The term originated with (or is strongly associated with) the Westinghouse railroad brake system. These are the pressurised air brakes on trains, in which air pressure holds the brake shoes open against spring pressure. Should integrity of the brakeline be lost, the brakes will fail in the activated position, slowing and stopping the train (or keeping a stopped train stopped).
https://en.m.wikipedia.org/wiki/Railway_air_brake
Fail-safe designs and practices can lead to some counterintuitive concepts. Aircraft landing on carrier decks, in which they are arrested by cables, apply full engine power and afterburner on landing. The idea is that should the arresting cable or hook fail, the aircraft can safely take off again.
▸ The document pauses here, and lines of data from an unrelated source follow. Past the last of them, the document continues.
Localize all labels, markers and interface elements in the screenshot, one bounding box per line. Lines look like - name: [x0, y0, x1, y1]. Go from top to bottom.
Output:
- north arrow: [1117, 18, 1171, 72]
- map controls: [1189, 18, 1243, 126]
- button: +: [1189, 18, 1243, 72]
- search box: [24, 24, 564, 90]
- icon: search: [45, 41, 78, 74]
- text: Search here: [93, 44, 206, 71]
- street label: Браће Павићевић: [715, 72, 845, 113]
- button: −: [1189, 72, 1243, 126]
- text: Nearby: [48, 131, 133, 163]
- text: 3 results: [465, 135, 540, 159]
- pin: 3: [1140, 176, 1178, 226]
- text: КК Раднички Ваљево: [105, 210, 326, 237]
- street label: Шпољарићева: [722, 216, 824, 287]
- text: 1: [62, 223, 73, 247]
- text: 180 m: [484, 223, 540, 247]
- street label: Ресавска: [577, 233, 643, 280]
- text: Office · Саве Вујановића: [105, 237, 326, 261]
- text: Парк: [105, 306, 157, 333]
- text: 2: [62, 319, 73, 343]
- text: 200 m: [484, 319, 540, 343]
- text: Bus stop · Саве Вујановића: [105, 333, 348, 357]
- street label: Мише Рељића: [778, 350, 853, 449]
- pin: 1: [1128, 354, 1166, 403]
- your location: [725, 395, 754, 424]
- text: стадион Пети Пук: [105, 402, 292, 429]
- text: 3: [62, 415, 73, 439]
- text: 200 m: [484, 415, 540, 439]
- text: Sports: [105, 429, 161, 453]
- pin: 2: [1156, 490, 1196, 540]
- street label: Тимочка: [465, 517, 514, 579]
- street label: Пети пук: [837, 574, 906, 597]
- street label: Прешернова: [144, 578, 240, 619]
https://en.m.wikipedia.org/wiki/Fail-safe
Upshot: "fail safe" doesn't mean "test all your failure conditions exhaustively". It may well mean to abort on any failure mode (see djb's software for examples). The most important criterion is that whatever the failure mode be, it be as safe as possible, and almost always, based on a very simple and robust design, mechanism, logic, or system.
From the description of this project, it strikes me that it may well be failing (unsafely?) to implement these concepts. Charles Perrow, scholar of accidents and risks, notes that it's often safety and monitoring systems themselves which play a key role in accidents and failures.
Fail-safe design comes from railroad signaling. It is a principle of classic railroad signaling that any broken wire or relay that fails to pull in must result in an indication not less safe than the correct one. "Vital" Relays in classic signaling systems fall open by gravity, and use silver-to-silver contacts so as to avoid welding together on overloads. (Lightning strikes on rails and on signal lines are considered a normal part of railroad operation.)
[1] https://en.wikipedia.org/wiki/Railway_air_brake#Straight_air...
"Under the Westinghouse system, therefore, brakes are applied by reducing train line pressure and released by increasing train line pressure. The Westinghouse system is thus fail safe—any failure in the train line, including a separation ("break-in-two") of the train, will cause a loss of train line pressure, causing the brakes to be applied and bringing the train to a stop, thus preventing a runaway train."
Without air pressure -- from line or cannister, the brakes fail in the activated mode.
I'm trying to find a source, but my understanding is that red/green for lit signals as "stop/go" came about after an earlier mode, in which a steady white light meant "go" proved problematic: the red disks fronting stop lamps could fall out (or perhaps be broken), leaving ambiguity as to what "white" meant.
Switching to red and green lamps meant that the failed-disk mode now clearly indicated a signalling problem, where the signal could not be trusted.
Particularly when they're correcting errors or omissions in other comments. Such as those in mine above to which Animats is replying.
An example of such system could be a ball check valve, which can inherently only work.
https://en.wikipedia.org/wiki/Check_valve
Can you think of a word to describe such systems?
The first is "impossible".
The second is "pre-failed".
As the drunk has observed, you can't fall off the floor.
If you're looking for a term for a system which is highly immune to failure, "resiliant" comes to mind.
Take Tesla's solid-state, no-moving-parts one-way fluid valve. It has no moving parts to break (though it could conceivably be fouled by dust, dirt, sediment, or debris).
http://makezine.com/2012/01/05/the-tesla-valve-one-way-flow-...
"Overengineered" is another possibility.
There's certainly something to be said for retry strategies in places that involve a lot of network chatter but please don't also forget to add some kind of back off to it so you don't end up retry-overloading a system that's trying to recover.
We released a microservices development kit (MDK) last week that includes similar semantics (e.g., circuit breakers, failover) that implements these semantics in Python, JavaScript, Java, and Ruby. The implementation is actually written in a DSL which we transpile into language native impls. We do this to insure interop between different languages. We're working on updating our compiler to support Go and C#, adding richer semantics, and making the service discovery piece pluggable (currently there's a dependency on our own service discovery).
https://github.com/jhalterman/failsafe/wiki/Comparisons#fail...
For example,
>Executable logic can be passed through Failsafe as simple lambda expressions or method references. In Hystrix, your executable logic needs to be placed in a HystrixCommand implementation
It's not apparent to me what the advantage of either interface is. In both situations I have to define a "lambda" and hold state somewhere(either as an object field or passed into the lambda). Unless I'm something here, either seems acceptable.
Personally, I'd rather systems fail quickly, with retries only at the highest (application) and lowest (TCP) levels.